## TASK GOAL
Count how many lines in the data below include "Annotation". Answer with the number only.

## EXERCISE INPUTS
··········
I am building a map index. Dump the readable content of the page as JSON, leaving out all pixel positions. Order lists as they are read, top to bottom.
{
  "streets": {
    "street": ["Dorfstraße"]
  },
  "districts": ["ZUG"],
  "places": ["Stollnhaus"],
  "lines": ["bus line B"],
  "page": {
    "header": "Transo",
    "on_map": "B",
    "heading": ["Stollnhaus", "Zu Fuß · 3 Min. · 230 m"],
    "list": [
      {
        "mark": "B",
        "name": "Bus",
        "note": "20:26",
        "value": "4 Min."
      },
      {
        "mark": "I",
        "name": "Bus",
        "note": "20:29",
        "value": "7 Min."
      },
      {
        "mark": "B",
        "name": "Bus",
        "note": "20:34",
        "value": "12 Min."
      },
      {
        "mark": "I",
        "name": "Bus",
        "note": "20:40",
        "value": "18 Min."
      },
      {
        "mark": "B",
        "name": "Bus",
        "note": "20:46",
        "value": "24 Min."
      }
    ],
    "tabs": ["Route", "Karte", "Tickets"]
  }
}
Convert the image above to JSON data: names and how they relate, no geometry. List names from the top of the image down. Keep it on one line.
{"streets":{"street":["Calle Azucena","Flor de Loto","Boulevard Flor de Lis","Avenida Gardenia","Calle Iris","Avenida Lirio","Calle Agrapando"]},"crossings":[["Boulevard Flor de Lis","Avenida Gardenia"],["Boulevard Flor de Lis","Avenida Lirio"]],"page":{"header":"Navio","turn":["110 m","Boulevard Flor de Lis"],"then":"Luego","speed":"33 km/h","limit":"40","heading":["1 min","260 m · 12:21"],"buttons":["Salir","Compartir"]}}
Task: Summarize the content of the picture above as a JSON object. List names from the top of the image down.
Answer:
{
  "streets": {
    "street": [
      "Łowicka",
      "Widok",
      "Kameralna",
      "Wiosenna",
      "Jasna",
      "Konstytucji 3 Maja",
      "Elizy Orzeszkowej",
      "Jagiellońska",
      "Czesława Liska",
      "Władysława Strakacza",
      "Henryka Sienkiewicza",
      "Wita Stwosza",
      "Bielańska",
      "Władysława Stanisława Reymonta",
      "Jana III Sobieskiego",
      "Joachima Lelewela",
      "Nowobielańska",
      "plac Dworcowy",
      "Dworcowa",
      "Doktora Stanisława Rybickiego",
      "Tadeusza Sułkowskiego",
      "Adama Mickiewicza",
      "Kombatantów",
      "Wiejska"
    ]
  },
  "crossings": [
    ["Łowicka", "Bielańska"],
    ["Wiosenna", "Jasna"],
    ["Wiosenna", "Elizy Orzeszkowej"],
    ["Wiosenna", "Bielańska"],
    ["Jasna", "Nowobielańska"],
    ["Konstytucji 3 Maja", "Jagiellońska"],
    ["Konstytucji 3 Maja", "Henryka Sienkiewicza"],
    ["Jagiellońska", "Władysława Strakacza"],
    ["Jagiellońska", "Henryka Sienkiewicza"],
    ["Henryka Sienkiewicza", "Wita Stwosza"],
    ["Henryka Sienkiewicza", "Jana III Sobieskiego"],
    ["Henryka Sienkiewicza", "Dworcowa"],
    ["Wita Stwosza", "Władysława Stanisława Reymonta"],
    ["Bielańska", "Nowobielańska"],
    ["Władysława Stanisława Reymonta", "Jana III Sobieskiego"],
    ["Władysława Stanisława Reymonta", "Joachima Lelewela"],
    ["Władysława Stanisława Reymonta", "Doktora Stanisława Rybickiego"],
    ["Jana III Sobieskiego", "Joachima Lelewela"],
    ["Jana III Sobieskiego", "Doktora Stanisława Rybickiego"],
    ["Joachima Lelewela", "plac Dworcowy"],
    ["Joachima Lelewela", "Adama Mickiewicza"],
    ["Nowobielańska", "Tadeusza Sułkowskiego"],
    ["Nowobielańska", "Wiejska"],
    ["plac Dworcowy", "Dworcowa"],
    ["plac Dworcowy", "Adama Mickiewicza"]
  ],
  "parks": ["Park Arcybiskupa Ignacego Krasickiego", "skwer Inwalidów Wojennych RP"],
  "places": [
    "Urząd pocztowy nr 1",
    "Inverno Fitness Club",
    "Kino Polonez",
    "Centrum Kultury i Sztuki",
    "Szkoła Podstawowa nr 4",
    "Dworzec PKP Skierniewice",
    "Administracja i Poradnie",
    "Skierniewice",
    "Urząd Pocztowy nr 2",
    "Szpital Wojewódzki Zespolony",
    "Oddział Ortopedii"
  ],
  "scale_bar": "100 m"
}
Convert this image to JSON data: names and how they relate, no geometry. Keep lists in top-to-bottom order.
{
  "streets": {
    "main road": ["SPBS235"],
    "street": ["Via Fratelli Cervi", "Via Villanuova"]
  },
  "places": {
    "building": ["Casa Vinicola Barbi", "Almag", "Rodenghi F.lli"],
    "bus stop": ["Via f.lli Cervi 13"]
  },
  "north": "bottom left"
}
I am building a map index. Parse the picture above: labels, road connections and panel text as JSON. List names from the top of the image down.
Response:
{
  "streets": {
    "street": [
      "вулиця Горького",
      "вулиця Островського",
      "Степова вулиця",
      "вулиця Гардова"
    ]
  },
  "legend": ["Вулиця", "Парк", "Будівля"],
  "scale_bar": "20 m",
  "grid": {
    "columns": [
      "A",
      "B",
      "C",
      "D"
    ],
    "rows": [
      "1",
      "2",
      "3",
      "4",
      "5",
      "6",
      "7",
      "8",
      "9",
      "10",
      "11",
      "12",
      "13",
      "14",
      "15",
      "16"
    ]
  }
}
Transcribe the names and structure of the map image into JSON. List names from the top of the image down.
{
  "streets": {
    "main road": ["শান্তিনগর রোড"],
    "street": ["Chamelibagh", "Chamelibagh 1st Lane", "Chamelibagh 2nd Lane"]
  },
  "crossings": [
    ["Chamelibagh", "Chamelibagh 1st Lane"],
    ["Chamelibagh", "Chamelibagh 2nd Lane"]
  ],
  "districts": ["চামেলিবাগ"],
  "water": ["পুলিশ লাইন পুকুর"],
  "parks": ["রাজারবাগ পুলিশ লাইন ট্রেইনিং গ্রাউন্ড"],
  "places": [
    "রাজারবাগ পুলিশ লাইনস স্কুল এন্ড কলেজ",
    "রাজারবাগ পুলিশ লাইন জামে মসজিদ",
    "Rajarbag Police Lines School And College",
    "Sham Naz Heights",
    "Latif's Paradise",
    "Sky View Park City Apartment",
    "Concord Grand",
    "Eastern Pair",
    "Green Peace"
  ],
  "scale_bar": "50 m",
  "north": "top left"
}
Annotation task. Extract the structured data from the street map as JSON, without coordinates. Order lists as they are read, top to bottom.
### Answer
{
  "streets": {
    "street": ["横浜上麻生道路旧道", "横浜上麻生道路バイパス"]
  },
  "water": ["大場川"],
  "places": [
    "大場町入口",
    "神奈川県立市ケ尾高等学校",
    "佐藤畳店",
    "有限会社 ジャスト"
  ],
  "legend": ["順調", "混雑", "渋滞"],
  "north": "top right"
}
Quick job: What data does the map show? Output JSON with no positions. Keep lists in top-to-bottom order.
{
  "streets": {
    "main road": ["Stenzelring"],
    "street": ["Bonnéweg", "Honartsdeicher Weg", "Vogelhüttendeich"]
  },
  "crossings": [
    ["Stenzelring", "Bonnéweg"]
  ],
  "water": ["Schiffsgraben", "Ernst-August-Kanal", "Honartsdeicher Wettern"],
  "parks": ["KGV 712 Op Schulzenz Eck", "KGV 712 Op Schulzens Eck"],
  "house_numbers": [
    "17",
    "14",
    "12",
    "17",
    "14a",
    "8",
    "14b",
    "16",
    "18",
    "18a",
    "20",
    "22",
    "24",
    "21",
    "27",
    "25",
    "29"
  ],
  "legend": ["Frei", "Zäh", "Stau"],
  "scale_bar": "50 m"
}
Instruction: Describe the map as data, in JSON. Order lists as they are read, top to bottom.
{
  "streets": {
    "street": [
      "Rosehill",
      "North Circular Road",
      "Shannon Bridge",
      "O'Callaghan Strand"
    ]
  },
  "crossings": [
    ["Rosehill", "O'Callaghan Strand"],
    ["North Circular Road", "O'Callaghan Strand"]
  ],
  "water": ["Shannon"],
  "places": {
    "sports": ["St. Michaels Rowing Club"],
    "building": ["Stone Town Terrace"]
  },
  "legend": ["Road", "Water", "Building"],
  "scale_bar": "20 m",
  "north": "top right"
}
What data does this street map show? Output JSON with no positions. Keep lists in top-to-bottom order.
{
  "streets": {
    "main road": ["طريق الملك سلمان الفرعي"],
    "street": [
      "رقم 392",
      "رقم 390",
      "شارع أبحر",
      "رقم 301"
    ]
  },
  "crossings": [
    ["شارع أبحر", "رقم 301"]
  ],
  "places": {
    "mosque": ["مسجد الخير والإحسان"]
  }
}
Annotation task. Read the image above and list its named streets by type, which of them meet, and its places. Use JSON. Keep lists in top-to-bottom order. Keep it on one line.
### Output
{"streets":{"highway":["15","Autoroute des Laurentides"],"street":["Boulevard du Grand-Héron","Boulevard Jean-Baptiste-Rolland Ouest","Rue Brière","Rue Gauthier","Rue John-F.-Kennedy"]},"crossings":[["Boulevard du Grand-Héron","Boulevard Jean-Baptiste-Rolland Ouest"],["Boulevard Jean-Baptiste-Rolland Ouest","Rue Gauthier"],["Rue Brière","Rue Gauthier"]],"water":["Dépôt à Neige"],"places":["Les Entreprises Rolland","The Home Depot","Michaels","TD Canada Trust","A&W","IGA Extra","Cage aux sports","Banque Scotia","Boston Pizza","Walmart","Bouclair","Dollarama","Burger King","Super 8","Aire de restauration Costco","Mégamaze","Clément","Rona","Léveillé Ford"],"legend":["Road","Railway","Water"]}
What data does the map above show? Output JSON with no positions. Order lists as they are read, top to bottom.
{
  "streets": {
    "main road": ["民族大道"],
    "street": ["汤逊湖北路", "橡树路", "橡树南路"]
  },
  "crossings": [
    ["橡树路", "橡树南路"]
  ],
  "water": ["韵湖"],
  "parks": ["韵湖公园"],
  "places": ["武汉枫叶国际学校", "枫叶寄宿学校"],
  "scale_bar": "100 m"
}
··········
## THE ANSWER
2